◆ **About this exercise**:
Please work out how many lines of this material include "pixel", and answer with that number by itself.

─── Dataset ───

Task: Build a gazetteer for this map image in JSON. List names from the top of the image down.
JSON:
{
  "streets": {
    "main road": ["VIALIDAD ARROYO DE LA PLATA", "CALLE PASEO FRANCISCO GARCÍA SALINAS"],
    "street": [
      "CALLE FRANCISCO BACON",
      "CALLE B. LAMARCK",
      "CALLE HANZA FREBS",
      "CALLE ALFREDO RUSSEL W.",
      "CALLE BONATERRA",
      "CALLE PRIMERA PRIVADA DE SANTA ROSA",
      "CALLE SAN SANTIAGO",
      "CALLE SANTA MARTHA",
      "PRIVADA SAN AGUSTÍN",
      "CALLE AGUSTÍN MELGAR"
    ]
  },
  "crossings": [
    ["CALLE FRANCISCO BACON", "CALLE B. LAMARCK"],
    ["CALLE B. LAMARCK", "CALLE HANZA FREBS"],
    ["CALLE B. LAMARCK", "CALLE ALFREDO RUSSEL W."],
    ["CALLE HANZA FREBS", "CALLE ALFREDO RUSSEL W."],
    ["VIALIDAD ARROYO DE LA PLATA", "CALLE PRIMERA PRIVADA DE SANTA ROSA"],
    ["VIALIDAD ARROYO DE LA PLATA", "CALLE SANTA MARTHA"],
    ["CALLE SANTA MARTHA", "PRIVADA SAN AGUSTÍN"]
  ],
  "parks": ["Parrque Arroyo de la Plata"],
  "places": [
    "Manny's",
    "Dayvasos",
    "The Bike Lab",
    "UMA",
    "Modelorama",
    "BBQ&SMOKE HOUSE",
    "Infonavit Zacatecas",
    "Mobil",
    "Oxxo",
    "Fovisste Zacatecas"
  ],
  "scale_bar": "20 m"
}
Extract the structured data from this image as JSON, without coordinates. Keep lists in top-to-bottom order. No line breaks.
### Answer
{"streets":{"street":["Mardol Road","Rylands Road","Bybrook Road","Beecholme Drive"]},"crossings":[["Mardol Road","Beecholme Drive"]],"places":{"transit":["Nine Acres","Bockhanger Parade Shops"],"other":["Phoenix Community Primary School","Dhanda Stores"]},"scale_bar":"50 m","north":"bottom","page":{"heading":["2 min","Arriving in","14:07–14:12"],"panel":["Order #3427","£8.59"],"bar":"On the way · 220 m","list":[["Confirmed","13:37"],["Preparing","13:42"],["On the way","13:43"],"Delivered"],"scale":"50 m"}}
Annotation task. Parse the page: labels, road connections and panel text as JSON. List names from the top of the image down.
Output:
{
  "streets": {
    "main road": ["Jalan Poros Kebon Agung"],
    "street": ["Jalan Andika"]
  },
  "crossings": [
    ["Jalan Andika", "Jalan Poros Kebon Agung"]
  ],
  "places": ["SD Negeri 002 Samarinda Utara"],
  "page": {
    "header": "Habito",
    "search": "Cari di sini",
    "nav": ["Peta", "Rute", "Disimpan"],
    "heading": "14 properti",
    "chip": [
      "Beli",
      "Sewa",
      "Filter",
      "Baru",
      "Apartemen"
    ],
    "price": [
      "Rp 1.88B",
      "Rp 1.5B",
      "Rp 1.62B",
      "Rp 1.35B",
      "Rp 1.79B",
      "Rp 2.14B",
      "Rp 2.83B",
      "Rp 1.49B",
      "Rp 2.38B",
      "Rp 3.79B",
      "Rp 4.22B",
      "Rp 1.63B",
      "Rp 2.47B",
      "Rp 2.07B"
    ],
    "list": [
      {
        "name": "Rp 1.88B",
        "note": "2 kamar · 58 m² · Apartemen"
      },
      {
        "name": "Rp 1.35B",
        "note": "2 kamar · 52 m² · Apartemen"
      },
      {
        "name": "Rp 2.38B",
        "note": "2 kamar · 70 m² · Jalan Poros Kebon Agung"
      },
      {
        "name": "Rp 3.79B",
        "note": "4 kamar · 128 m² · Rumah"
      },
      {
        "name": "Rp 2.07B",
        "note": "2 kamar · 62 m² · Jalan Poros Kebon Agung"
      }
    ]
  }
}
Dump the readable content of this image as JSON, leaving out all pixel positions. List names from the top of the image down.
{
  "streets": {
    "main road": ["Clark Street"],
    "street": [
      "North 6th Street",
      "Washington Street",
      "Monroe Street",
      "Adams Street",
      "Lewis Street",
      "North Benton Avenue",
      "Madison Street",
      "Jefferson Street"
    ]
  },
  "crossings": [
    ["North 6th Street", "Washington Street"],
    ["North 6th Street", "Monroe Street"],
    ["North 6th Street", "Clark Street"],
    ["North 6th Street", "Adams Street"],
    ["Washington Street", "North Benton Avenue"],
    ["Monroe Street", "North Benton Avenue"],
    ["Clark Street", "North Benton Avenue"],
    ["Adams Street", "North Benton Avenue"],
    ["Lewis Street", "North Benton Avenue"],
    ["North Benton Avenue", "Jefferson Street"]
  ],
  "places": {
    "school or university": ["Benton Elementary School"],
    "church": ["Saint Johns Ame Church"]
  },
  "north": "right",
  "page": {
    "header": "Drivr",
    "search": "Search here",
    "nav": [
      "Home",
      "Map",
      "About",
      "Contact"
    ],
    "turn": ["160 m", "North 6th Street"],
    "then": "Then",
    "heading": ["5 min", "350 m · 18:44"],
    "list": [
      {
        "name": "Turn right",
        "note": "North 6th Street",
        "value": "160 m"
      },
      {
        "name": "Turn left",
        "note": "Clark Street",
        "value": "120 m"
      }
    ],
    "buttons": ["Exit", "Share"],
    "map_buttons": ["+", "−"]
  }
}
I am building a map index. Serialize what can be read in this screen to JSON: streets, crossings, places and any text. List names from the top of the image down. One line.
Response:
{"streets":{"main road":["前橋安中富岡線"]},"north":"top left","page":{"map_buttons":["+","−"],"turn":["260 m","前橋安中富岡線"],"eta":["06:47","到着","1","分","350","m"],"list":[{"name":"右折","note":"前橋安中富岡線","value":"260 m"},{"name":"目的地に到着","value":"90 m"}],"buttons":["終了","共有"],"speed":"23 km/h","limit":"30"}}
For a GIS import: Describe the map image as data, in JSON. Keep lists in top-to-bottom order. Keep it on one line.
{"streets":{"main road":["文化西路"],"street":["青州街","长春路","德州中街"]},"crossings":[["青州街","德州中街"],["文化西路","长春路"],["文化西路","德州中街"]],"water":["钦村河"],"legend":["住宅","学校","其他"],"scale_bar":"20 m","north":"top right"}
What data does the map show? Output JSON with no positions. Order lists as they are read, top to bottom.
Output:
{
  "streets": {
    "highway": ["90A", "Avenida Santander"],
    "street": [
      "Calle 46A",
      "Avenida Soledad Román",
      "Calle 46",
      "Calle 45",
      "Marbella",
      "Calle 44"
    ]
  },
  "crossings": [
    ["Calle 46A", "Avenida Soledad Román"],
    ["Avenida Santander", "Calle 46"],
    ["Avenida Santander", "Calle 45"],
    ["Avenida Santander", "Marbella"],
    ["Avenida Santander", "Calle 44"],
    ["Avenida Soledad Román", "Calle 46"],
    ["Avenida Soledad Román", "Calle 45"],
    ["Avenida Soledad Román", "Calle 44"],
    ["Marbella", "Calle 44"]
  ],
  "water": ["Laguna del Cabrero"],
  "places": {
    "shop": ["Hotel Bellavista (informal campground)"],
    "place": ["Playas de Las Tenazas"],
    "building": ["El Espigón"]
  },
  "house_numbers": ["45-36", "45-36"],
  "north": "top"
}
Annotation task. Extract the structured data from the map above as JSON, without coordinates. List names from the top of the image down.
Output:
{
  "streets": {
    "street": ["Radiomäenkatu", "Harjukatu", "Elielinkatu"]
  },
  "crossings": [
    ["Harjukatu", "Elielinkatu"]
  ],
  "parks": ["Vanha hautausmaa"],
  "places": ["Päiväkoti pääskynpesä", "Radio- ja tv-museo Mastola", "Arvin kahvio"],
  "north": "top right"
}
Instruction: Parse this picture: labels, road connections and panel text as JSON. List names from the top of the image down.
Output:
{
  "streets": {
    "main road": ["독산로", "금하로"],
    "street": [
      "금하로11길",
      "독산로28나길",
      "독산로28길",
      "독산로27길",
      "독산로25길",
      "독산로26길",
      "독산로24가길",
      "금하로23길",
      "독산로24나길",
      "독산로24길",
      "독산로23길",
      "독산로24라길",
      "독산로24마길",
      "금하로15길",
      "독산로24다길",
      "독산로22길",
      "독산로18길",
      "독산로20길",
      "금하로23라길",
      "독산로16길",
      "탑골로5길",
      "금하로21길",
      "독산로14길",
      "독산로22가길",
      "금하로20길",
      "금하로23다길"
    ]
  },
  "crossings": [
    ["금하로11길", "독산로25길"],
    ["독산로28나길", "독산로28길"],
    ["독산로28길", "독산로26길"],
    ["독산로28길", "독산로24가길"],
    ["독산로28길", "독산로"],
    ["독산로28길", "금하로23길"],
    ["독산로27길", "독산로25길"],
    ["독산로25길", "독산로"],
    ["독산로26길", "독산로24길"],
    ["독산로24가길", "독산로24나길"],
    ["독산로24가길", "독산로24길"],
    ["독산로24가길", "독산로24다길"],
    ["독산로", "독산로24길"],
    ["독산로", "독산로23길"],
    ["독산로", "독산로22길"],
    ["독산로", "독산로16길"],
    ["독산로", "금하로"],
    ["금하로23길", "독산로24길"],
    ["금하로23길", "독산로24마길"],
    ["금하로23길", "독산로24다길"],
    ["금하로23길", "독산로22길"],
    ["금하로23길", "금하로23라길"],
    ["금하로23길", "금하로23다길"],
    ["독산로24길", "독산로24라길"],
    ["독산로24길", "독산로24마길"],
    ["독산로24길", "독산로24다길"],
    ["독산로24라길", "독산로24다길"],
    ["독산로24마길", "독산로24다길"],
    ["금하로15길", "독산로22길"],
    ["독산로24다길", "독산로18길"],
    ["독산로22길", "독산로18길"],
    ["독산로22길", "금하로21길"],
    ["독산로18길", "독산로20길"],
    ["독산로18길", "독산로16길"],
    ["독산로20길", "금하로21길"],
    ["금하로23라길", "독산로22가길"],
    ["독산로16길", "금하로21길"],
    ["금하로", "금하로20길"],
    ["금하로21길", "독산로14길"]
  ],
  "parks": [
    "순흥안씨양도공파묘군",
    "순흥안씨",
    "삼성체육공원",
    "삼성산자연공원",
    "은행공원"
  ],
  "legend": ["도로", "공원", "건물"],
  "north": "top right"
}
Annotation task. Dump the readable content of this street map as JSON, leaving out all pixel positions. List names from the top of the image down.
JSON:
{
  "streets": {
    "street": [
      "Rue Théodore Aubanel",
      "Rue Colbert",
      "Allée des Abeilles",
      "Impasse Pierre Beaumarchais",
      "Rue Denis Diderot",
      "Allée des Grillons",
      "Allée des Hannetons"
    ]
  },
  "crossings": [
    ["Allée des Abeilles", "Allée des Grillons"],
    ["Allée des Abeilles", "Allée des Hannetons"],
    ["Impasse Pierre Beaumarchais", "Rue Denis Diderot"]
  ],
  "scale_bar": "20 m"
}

───

◆ **Response to the exercise**:
2